Dinas Kesehatan Provinsi Bengkulu menegur manajemen Rumah Sakit M Yunus (RSMY) Bengkulu terkait penagihan uang Rp 6,7 juta kepada pasien reaktif Corona. Dinkes Bengkulu menyatakan masalah tersebut bermula dari miskomunikasi dan saat ini sudah selesai.
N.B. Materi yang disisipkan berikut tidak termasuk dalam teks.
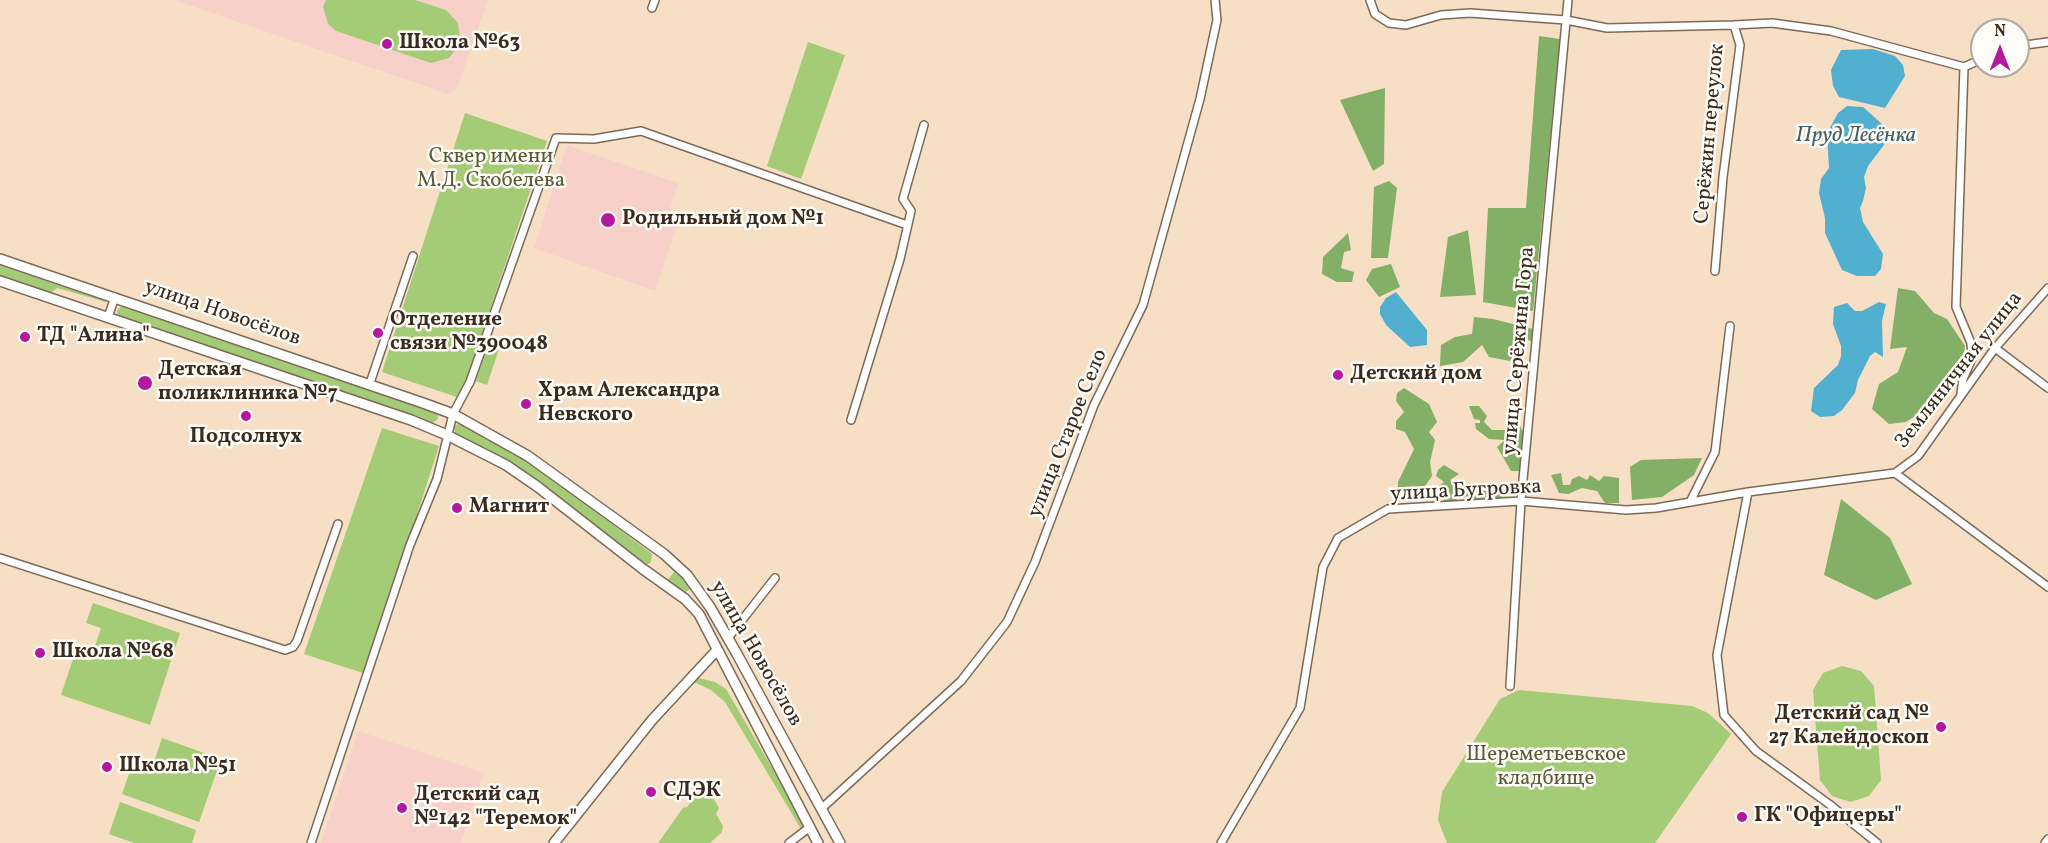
<!DOCTYPE html>
<meta charset="utf-8">
<style>
body{margin:0}
#map{position:relative;width:2048px;height:843px;overflow:hidden;background:#f6dfc5;font-family:Vollkorn,serif}
canvas{display:block}
.north{position:absolute;left:1970px;top:18px;width:60px;height:60px;box-sizing:border-box;background:#fdfcf7;border:2px solid #afa8a0;border-radius:50%;rotate:0deg;font-size:16px;font-weight:700;line-height:24px;text-align:center;color:#3b2a1e}
.north::after{content:'';display:block;margin:auto;width:21px;height:27px;background:#b5179e;clip-path:polygon(50% 0,100% 100%,50% 72%,0 100%)}
</style>
<div id="map">
<canvas width="2048" height="843"></canvas>
<div class="north">N</div>
</div>
<script>
const ctx = document.querySelector('canvas').getContext('2d');
ctx.lineJoin = 'round';
function fillPath(path, color) {
  ctx.fillStyle = color;
  ctx.fill(path, 'evenodd');
}
function shape(rows) {
  const path = new Path2D();
  for (const r of rows) {
    path.moveTo(r[0], r[1]);
    for (let i = 2; i < r.length; i += 2) path.lineTo(r[i], r[i + 1]);
  }
  return path;
}
function strokePath(path, color, width, dash) {
  ctx.strokeStyle = color;
  ctx.lineWidth = width;
  ctx.lineCap = dash ? 'butt' : 'round';
  ctx.setLineDash(dash || []);
  ctx.stroke(path);
}
function label(font, color, halo, rows, align = 'center') {
  ctx.font = font + ' Vollkorn,serif';
  ctx.lineWidth = 5;
  ctx.setLineDash([]);
  ctx.textBaseline = 'middle';
  ctx.strokeStyle = halo;
  ctx.fillStyle = color;
  for (const [text, x, y, turn = 0] of rows) {
    ctx.save();
    ctx.translate(x, y);
    ctx.rotate((+turn || 0) * Math.PI / 180);
    ctx.textAlign = isNaN(turn) ? turn : align;
    if (halo) ctx.strokeText(text, 0, 0);
    ctx.fillText(text, 0, 0);
    ctx.restore();
  }
}
fillPath(shape([
 [174,0,488,0,457,88,448,94],
 [567,145,678,183,669,213,677,226,655,291,534,248],
 [358,731,484,773,461,843,321,843]
]), '#f7d0ca');
fillPath(shape([
 [326,0,415,0,446,10,458,23,460,38,456,49,449,58,431,63,336,31,328,24,323,7],
 [808,42,845,55,801,179,767,166],
 [465,113,547,141,460,398,382,372],
 [0,265,105,299,106,302,57,288,51,293,0,276],
 [122,305,371,387,437,411,438,419,432,423,118,317,117,311],
 [491,336,502,340,487,385,476,381],
 [461,422,517,453,548,475,652,554,651,562,647,565,509,463,455,434,455,426],
 [382,428,439,446,366,674,304,654],
 [674,572,688,583,690,589,686,592,667,581],
 [93,603,180,633,150,725,61,695,74,656,90,661,101,628,86,623],
 [1842,666,1861,671,1874,686,1881,780,1869,796,1850,802,1832,796,1820,780,1813,690,1823,673],
 [699,678,715,682,726,689,804,823,801,829,725,702,711,690,690,680],
 [1519,690,1692,706,1708,713,1731,734,1655,843,1447,843,1438,820,1442,792,1500,699],
 [162,738,221,759,199,822,122,794,131,768,150,774],
 [701,785,707,788,719,808,716,814,723,826,722,832,710,843,658,843,683,808,687,807,701,791,697,787],
 [120,802,196,830,192,843,134,843,109,834]
]), '#a4cb75');
fillPath(shape([
 [1539,36,1560,39,1533,311,1483,302,1488,208,1526,208],
 [1385,88,1384,164,1373,171,1340,100],
 [1389,181,1397,188,1388,258,1371,258,1374,187],
 [1468,230,1476,295,1440,297,1448,237],
 [1348,233,1351,250,1344,252,1341,268,1354,272,1352,282,1337,282,1322,274,1323,257],
 [1391,264,1400,287,1379,297,1366,280,1372,269],
 [1898,288,1915,291,1934,313,1947,319,1965,346,1962,364,1940,400,1906,422,1889,424,1872,409,1879,384,1898,372,1907,347,1890,349],
 [1474,317,1493,319,1533,329,1532,342,1525,338,1512,347,1518,352,1510,361,1489,357,1482,345,1463,362,1440,366,1441,345,1455,337,1472,334],
 [1404,388,1429,404,1437,422,1429,432,1435,440,1430,462,1432,476,1421,492,1398,493,1398,482,1414,449,1405,432,1396,429,1396,421,1404,412,1396,401,1397,393],
 [1469,406,1479,406,1487,416,1484,422,1492,430,1514,430,1520,426,1524,434,1523,471,1511,471,1497,447,1505,440,1489,439,1476,429,1475,423,1480,423,1480,420,1474,419],
 [1702,458,1694,475,1662,497,1632,500,1630,467,1641,460],
 [1444,465,1459,474,1450,480,1457,489,1463,484,1477,488,1493,486,1508,490,1506,498,1486,498,1482,501,1459,497,1454,502,1445,502,1438,495,1439,486,1444,482,1436,476,1438,470],
 [1561,473,1563,485,1570,485,1572,479,1579,476,1587,480,1590,475,1599,481,1604,476,1619,478,1619,503,1605,503,1597,491,1582,488,1568,494,1559,493,1551,475],
 [1841,499,1890,538,1912,584,1876,600,1824,575]
]), '#83af66');
fillPath(shape([
 [1873,49,1895,56,1903,65,1905,76,1885,108,1839,97,1833,86,1831,70,1841,50],
 [1847,106,1863,107,1882,124,1885,137,1884,145,1868,166,1864,177,1866,188,1863,201,1860,208,1863,222,1883,254,1881,269,1875,276,1857,276,1842,270,1825,233,1825,218,1819,193,1821,179,1829,168,1827,133,1838,113],
 [1396,292,1427,330,1427,345,1410,347,1386,325,1380,314,1380,307,1386,298],
 [1879,302,1886,304,1882,321,1883,357,1875,352,1870,356,1858,380,1855,393,1842,410,1834,416,1820,417,1811,411,1814,388,1838,365,1841,356,1841,346,1833,324,1834,307,1847,303,1855,311,1862,311]
]), '#51afd0');
const street = shape([
 [1370,0,1375,14,1389,23,1406,25,1441,15,1470,13,1566,20,1607,28,1734,25,1740,45,1723,177,1715,271],
 [652,8,655,0],
 [1734,25,1772,23,1831,31,1964,67,1982,59],
 [2018,46,2048,42],
 [108,317,115,297],
 [1995,348,2048,388],
 [370,383,413,256],
 [1961,393,1963,379,1972,358,1971,343,1956,307,1964,67],
 [851,420,900,259,911,211,903,199,924,125],
 [1895,473,1918,456,1995,348,2048,288],
 [1895,473,2048,587],
 [1748,492,1717,655,1724,715,1756,751,1829,804,1877,843],
 [1690,502,1715,452,1730,326],
 [0,558,285,650,293,647,297,641,338,524],
 [728,638,775,578],
 [1510,686,1521,501,1568,0],
 [821,809,961,681,1007,622,1035,562,1094,405,1143,305,1200,99,1217,20,1215,0],
 [311,843,410,545,437,479,453,414,470,382,556,138,594,139,641,131,907,225],
 [789,843,810,827],
 [1221,843,1300,708,1323,567,1338,538,1388,509,1521,501,1626,510,1656,508,1748,492,1895,473],
 [2045,843,2048,839]
]);
const secondary = shape([
 [0,259,423,403,453,414,528,456,664,554,687,575,710,607,737,654,840,843],
 [0,281,411,420,447,435,506,465,538,487,643,569,685,599,699,614,818,843],
 [554,843,652,720,717,650]
]);
strokePath(street, '#7c6958', 10);
strokePath(secondary, '#7c6958', 12);
strokePath(street, '#fff', 7);
strokePath(secondary, '#fff', 9);
for (const [x, y, r, color] of [
 [387,44,6,"#b5179e"],
 [608,220,8,"#b5179e"],
 [378,333,6,"#b5179e"],
 [25,337,6,"#b5179e"],
 [1338,375,6,"#b5179e"],
 [145,383,8,"#b5179e"],
 [526,404,6,"#b5179e"],
 [246,416,6,"#b5179e"],
 [457,508,6,"#b5179e"],
 [40,653,6,"#b5179e"],
 [1941,727,6,"#b5179e"],
 [107,767,6,"#b5179e"],
 [651,792,6,"#b5179e"],
 [402,808,6,"#b5179e"],
 [1742,817,6,"#b5179e"]
]) {
  const dot = new Path2D();
  dot.arc(x, y, r, 0, 2 * Math.PI);
  ctx.fillStyle = color;
  ctx.fill(dot);
  strokePath(dot, '#fdfcf7', 2);
}
label('bold 21px', '#3b2a1e', '#fdfcf7', [
 ["Школа №63",399,44],
 ["Родильный дом №1",622,220],
 ["Отделение",390,321],
 ["связи №390048",390,345],
 ["ТД \"Алина\"",37,337],
 ["Детская",158,371],
 ["поликлиника №7",158,395],
 ["Детский дом",1350,375],
 ["Храм Александра",538,392],
 ["Невского",538,416],
 ["Подсолнух",246,438,"center"],
 ["Магнит",469,508],
 ["Школа №68",52,653],
 ["Детский сад №",1929,715,"right"],
 ["27 Калейдоскоп",1929,739,"right"],
 ["Школа №51",119,767],
 ["СДЭК",663,792],
 ["Детский сад",414,796],
 ["№142 \"Теремок\"",414,820],
 ["ГК \"Офицеры\"",1754,817]
], 'left');
label('21px', '#3b2a1e', '#fdfcf7', [
 ["Серёжин переулок",1711,134,-85],
 ["улица Новосёлов",222,314,19],
 ["улица Серёжина Гора",1520,351,-85],
 ["Земляничная улица",1960,371,-52],
 ["улица Старое Село",1069,434,-68],
 ["улица Бугровка",1466,492,-3],
 ["улица Новосёлов",755,654,60]
]);
label('21px', '#5a5a38', '#fdfcf7', [
 ["Сквер имени",491,158],
 ["М.Д. Скобелева",491,182],
 ["Шереметьевское",1546,756],
 ["кладбище",1546,780]
]);
label('italic 22px', '#445f65', '#fdfcf7', [
 ["Пруд Лесёнка",1856,137]
]);
</script>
Kadinkes Bengkulu, Herwan Antoni, mengatakan pihak RSMY telah memberi klarifikasi bahwa masalah tersebut terjadi akibat kelalaian pihak administrasi RS yang tidak menanyakan data pasien dengan rinci. Akibatnya pasien dibebankan biaya perawatan terkait COVID-19.
"Masalah itu sudah selesai kita sudah meminta klarifikasi ke pihak rumah sakit, itu diakibatkan adanya miskomunikasi," ujar Herwan, Senin (15/6/2020).
SCROLL TO CONTINUE WITH CONTENT
Herwan mengatakan pihak RS telah mengakui kesalahan tersebut. Dan Dinkes selaku pembina RS akan terus mengawasi serta membina agar tidak terjadi kesalahan kembali sehingga kepercayaan masyarakat terhadap RS akan pulih.
"Kita sudah meminta pada pihak RS untuk tidak terjadi lagi miskomunikasi pada kasus sebelumnya, kita minta staf atau karyawan rumah sakit agar lebih selektif dalam melayani para pasien," papar Herwan.
Herwan mengaku telah memanggil manajemen RSMY agar bisa mengontrol staf dan karyawan rumah sakit agar bisa bekerja lebih profesional dan lebih teliti agar tidak ada pihak yang merasa dirugikan.
"Hari ini kita bersama pihak rumah sakit juga telah menyampaikan masalah miskomunikasi tersebut ke komisi IV DPRD Provinsi Bengkulu, " tutup Herwan.
Diketahui, keluarga pasien reaktif Corona di Bengkulu mengaku kaget dimintai bayaran senilai Rp 6,7 juta oleh RSMY. Pasien diisolasi selama lima hari di ruang Fatmawati rumah sakit itu.
Pasien inisial SH (60), warga Kelurahan Rawa Makmur, Kecamatan Muara Bangkahulu, Kota Bengkulu 5, dirujuk ke Rumah Sakit M Yunus, Bengkulu, karena hasil rapid test reaktif. Setelah diizinkan pulang, pihak keluarga terkejut karena ditagih biaya Rp 6,7 juta lebih.
Pihak keluarga pasien bingung karena orang tuanya diisolasi bersama pasien yang diduga terpapar COVID-19. Setelah mencari pinjaman dan menunjukkan surat keterangan miskin, Efran mengatakan hanya diminta bayar Rp 4 juta lebih. Namun akhirnya uang tersebut telah dikembalikan.